2021-06-05
I have a lot of alerts configured with Google Scholar for various
research interests. It’s a very cool concept, setting up a keyword
search like blast fragmentation shockwave
and Google
sending you a summary email of new research that matches.
However, this can generate a lot of email each week that needs to be
sifted through (as of this writing it is about 60 emails or so a week
for me). I developed a simple tool to help me. It can read emails from
Google Scholar and Research Gate for links to
articles and PDF. You have to save the email to .eml
format
somewhere on your disk. Point the script to that folder. The script will
read them all. It will search for all href
tags
deduplicating the links, listing them along with the description.
Optionally, it can load PDF links directly in your browser or open a CSV
list of links up in your favorite spreadsheet.
This script makes dealing with large volumes of alerts much more efficient.
NOTE: In Libre Office Calc, use the
hyperlink
function on theURL
column to create clickable links that will open automatically in your browser.

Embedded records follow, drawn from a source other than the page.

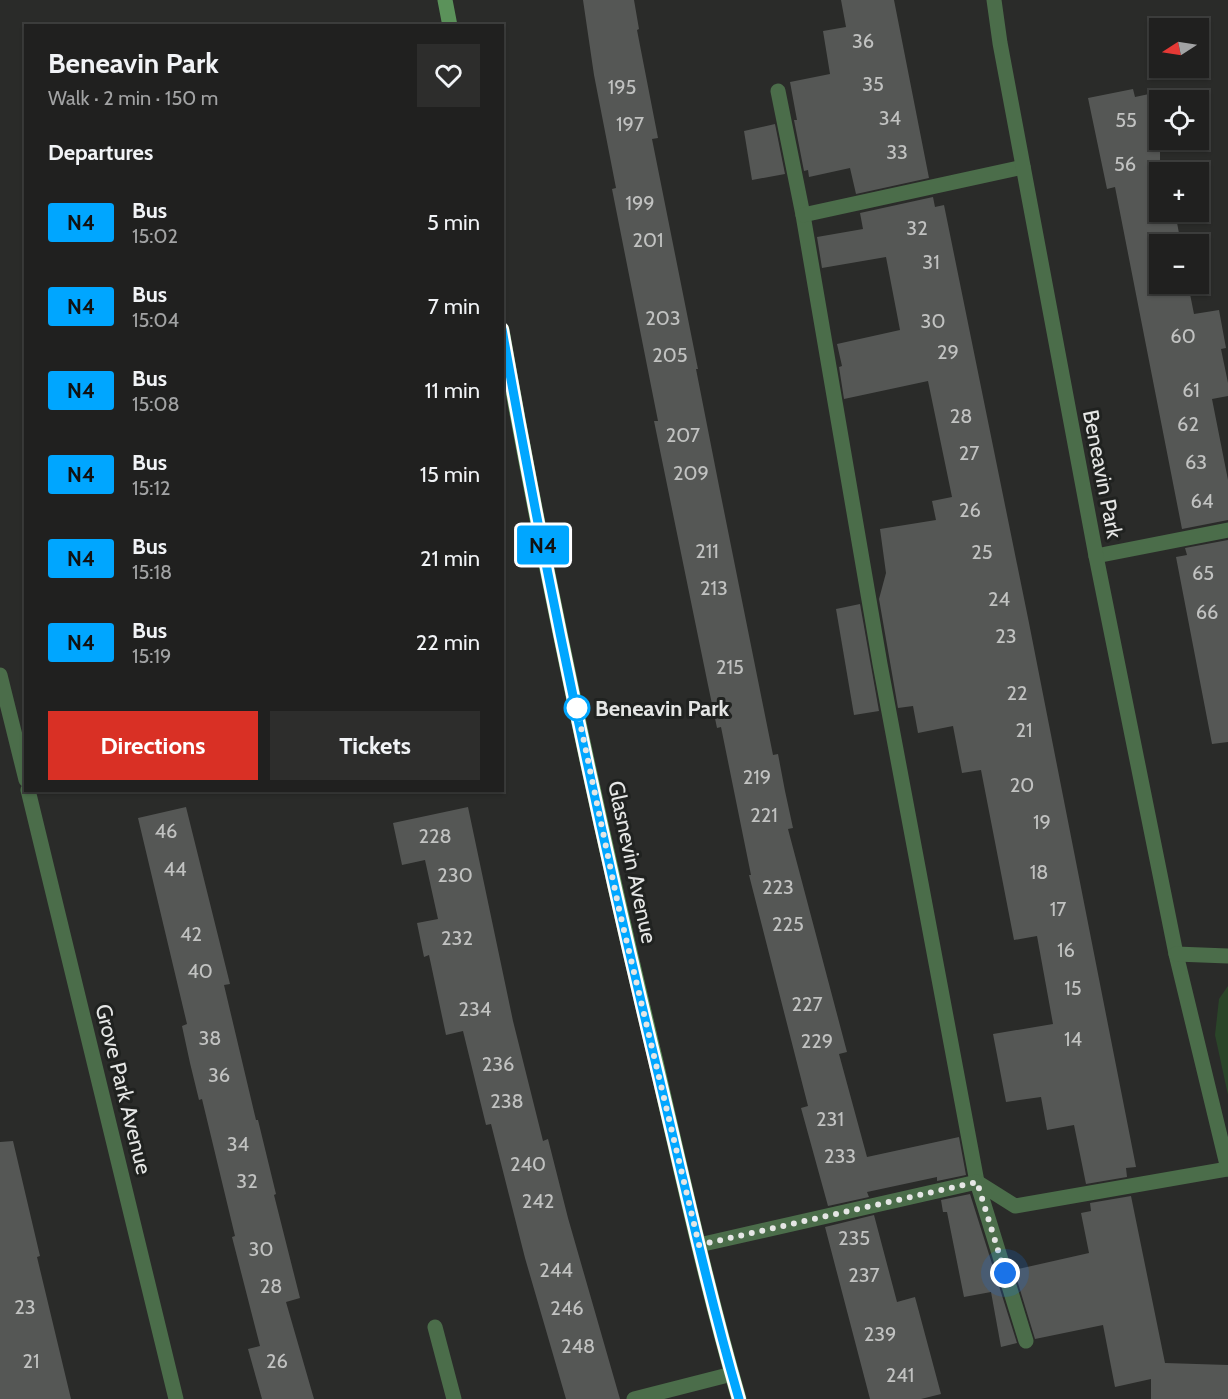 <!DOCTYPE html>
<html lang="en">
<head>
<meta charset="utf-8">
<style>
	body { margin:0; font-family:Cabin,sans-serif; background:#2d2d2c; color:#f1f3f6; height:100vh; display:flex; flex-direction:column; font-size:22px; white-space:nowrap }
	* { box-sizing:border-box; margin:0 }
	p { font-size:20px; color:#a2a3a4 }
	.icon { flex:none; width:33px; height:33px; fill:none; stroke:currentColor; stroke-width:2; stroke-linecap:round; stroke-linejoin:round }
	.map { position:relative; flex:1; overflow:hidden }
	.side { position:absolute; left:24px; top:24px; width:480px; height:768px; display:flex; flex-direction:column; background:#20201f; border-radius:0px; box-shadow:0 2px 4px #0004,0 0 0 2px #3d3e3d }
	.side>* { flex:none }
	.badge { padding:0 12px; border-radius:4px; font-size:21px; line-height:39px }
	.needle { width:39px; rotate:258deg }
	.buttons { position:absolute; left:1149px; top:18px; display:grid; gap:12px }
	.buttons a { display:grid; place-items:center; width:60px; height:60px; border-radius:0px; background:#20201f; box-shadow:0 2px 4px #0004,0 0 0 2px #3d3e3d; font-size:30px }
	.you { position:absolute; width:30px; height:30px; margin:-15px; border:4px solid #fff; border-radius:50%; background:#1a73e8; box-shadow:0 0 0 9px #1a73e833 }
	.map>.badge { position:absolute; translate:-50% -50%; box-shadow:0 0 0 3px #fff }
	h2 { padding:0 24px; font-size:22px; line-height:54px }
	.round { display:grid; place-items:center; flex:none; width:63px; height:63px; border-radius:0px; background:#2d2d2c }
	.headline { display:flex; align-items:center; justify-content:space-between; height:102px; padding:0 24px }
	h1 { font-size:28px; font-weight:800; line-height:45px }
	.primary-button { display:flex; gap:12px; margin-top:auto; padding:12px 24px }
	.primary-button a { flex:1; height:69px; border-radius:0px; background:#d93025; color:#fff; font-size:24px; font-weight:800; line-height:69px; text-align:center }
	.primary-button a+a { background:#2d2d2c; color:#f1f3f6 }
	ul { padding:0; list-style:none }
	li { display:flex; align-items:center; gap:18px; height:84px; padding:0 24px }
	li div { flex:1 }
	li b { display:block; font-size:22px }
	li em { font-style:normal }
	li .badge { min-width:66px; font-weight:700; text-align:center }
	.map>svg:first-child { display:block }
</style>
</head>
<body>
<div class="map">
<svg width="1228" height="1399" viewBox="0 0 1228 1399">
	<rect width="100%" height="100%" fill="#2a2b29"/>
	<polygon fill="#2a4529" points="1228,986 1228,1095 1215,1035 1219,999"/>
	<g fill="#555755">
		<polygon points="583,0 634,0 639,29 637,30 658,138 652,139 698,369 696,369 719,486 773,755 778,754 785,791 793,828 788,829 847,1052 839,1054 867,1157 959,1137 966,1175 937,1181 937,1177 867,1192 869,1197 828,1206 801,1108 808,1106 749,875 751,875 721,727 717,728 708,685 654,421 658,421 612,189 616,188 594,75"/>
		<polygon points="841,0 894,0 929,178 856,194 850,168 809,177 808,170 804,171 794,120 797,120 790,82 830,74 823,31 846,27"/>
		<polygon points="1133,89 1135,97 1163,91 1165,100 1160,100 1160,140 1163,140 1160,140 1160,212 1175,212 1181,244 1160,244 1160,284 1188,284 1194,314 1219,310 1226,348 1221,349 1228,383 1228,396 1212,399 1228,480 1228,520 1182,529 1115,187 1107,189 1088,98"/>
		<polygon points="775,124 785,174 752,180 744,131"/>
		<polygon points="933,197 935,207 944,205 1029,623 1136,1167 1126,1168 1127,1177 1086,1184 1074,1125 1047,1130 1041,1097 1006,1102 993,1034 1053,1024 1037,936 1014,940 981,770 962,773 953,726 918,733 913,706 898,708 879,599 886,573 880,529 936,520 932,501 952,497 928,381 844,399 839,367 842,366 837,344 900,330 886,257 822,268 817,237 863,229 860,213"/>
		<polygon points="1228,540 1228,742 1212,744 1176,557 1187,555 1185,548"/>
		<polygon points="860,604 879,711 854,715 836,609"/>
		<polygon points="186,807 230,984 224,985 256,1120 258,1120 276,1194 274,1195 300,1298 286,1302 314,1399 262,1399 248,1349 260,1346 232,1237 235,1236 202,1099 199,1100 190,1063 182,1026 187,1024 138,818"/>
		<polygon points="468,807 513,1021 543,1141 548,1139 568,1218 620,1399 566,1399 525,1258 491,1124 486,1125 463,1031 446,1035 429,955 424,957 417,923 438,919 425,860 402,865 393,823"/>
		<polygon points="13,1141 40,1256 37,1257 71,1399 0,1399 0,1142"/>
		<polygon points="970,1194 1017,1343 1001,1347 991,1292 964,1297 947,1212 943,1212 941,1200"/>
		<polygon points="1131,1196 1165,1363 1228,1365 1228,1399 1151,1399 1151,1379 1115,1387 1103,1325 1035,1339 1014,1270 1089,1253 1081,1213 1091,1211 1090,1203"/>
		<polygon points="874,1215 897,1302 915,1297 941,1394 921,1399 870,1399 825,1227"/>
	</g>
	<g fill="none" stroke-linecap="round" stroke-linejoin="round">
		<g stroke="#4b6d4a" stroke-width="15">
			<polyline points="778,91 803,215 880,664 977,1182 1026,1341"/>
			<polyline points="803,215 1023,167"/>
			<polyline points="1096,556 1228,530"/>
			<polyline points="699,1245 977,1182 1015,1206 1228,1169"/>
			<polyline points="435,1327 454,1399"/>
			<polyline points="634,1399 732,1374"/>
		</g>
		<g stroke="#4b6d4a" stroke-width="15">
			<polyline points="994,0 1000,43 1096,556 1176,954 1228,1169"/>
			<polyline points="0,675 26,780"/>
			<polyline points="28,790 176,1399"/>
			<polyline points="1176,954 1228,956"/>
		</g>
		<g stroke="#5b925a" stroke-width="15">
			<polyline points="445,0 450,26"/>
			<path d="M502 330C545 575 598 820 656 1062 682 1175 707 1288 739 1399"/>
		</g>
	</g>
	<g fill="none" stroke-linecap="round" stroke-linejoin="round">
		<g stroke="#fff" stroke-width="14">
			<path id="line" d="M502 329C546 579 599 827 658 1073 684 1182 708 1292 739 1399"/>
		</g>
		<use href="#line" stroke="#00a6ff" stroke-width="9"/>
		<polyline stroke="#e5e6e5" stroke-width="6" stroke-dasharray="0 10.8" points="577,708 619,909 699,1245 977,1182 1005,1273"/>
	</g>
	<circle fill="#fff" stroke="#00a6ff" stroke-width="3" cx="577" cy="708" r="12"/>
	<g text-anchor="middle" stroke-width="6" stroke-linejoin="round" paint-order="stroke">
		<g font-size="20" fill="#c1c2c1">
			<text x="863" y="48">36</text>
			<text x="873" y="91">35</text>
			<text x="622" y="94">195</text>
			<text x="890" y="125">34</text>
			<text x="1126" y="127">55</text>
			<text x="630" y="131">197</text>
			<text x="897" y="159">33</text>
			<text x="1125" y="171">56</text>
			<text x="640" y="210">199</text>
			<text x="917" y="235">32</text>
			<text x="648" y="247">201</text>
			<text x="931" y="269">31</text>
			<text x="663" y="325">203</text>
			<text x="933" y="328">30</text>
			<text x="1183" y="343">60</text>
			<text x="948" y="359">29</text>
			<text x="670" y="362">205</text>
			<text x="1191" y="397">61</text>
			<text x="961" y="423">28</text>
			<text x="1188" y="431">62</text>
			<text x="683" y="442">207</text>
			<text x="969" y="460">27</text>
			<text x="1196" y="469">63</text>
			<text x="691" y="480">209</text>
			<text x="1202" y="508">64</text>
			<text x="970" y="517">26</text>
			<text x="707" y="558">211</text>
			<text x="982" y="559">25</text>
			<text x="1203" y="580">65</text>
			<text x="714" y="595">213</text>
			<text x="999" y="606">24</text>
			<text x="1207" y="619">66</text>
			<text x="1006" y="643">23</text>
			<text x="730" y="674">215</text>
			<text x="1017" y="700">22</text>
			<text x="1024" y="737">21</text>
			<text x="757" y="784">219</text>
			<text x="1022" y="792">20</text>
			<text x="764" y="822">221</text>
			<text x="1042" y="829">19</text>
			<text x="166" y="838">46</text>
			<text x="435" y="843">228</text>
			<text x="175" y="876">44</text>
			<text x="1039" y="879">18</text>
			<text x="455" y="882">230</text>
			<text x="778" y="894">223</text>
			<text x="1058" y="916">17</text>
			<text x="788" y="931">225</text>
			<text x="191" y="941">42</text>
			<text x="457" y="945">232</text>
			<text x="1066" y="957">16</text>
			<text x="200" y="978">40</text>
			<text x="1073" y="995">15</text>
			<text x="807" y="1011">227</text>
			<text x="475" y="1016">234</text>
			<text x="210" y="1045">38</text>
			<text x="1073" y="1046">14</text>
			<text x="817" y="1048">229</text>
			<text x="498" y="1071">236</text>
			<text x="219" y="1082">36</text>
			<text x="507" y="1108">238</text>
			<text x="830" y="1126">231</text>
			<text x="238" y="1151">34</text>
			<text x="840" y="1163">233</text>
			<text x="528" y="1171">240</text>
			<text x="247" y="1188">32</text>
			<text x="538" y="1208">242</text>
			<text x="854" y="1245">235</text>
			<text x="261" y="1256">30</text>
			<text x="556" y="1277">244</text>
			<text x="864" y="1282">237</text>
			<text x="271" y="1293">28</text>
			<text x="25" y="1314">23</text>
			<text x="567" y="1315">246</text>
			<text x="880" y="1341">239</text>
			<text x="578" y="1353">248</text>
			<text x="31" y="1368">21</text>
			<text x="277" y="1368">26</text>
			<text x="900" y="1382">241</text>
		</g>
		<g font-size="22" fill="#e5e6e5" stroke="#202220">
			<text transform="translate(1103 474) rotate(79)" y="8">Beneavin Park</text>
			<text transform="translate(633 862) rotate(78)" y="8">Glasnevin Avenue</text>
			<text transform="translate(124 1089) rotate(76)" y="8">Grove Park Avenue</text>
		</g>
		<g font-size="22" font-weight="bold" fill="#e5e6e5" stroke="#202220" text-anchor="start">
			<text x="595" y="716">Beneavin Park</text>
		</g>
	</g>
</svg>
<div class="buttons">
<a><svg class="needle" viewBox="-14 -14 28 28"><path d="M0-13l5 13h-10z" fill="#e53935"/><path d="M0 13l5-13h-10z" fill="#a2a3a4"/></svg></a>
<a><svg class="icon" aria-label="locate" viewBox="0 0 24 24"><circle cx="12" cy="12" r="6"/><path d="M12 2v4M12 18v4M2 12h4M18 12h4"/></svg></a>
<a>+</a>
<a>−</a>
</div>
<div class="you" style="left:1005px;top:1273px"></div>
<b class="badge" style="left:543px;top:545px;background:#00a6ff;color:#111">N4</b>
<section class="side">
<div class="headline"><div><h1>Beneavin Park</h1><p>Walk · 2 min · 150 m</p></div><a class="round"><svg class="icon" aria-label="heart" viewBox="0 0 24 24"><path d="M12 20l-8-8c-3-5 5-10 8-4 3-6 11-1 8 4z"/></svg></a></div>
<h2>Departures</h2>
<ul>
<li><span class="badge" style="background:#00a6ff;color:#111">N4</span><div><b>Bus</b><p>15:02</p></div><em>5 min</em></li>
<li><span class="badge" style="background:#00a6ff;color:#111">N4</span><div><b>Bus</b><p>15:04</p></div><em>7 min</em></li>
<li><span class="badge" style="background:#00a6ff;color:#111">N4</span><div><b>Bus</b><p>15:08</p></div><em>11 min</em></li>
<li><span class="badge" style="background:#00a6ff;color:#111">N4</span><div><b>Bus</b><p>15:12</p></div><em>15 min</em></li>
<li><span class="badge" style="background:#00a6ff;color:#111">N4</span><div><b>Bus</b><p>15:18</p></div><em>21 min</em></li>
<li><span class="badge" style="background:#00a6ff;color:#111">N4</span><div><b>Bus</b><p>15:19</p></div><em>22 min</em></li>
</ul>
<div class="primary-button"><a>Directions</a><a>Tickets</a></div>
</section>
</div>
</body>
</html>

To work with the tool you will need Python 3.9
and
virtualenv
installed. You will also need to clone the git
repository:
cd ~/repositories
git clone https://github.com/TroyWilliams3687/extract_email
Once the git repository has been cloned, run the make file to construct the virtual environment:
make
NOTE: You will need an environment variable called
python
that points to your local python bin folder. It should look something like:
echo $python
~/opt/python_3.9.5/bin
Activate the virtual environment:
. .venv/bin/activate
Or you can use make:
make shell
Execute the script:
extract "~/tmp/extract tbird email" --verbose --launch-pdf
OR
extract "~/tmp/extract tbird email" --verbose --launch-csv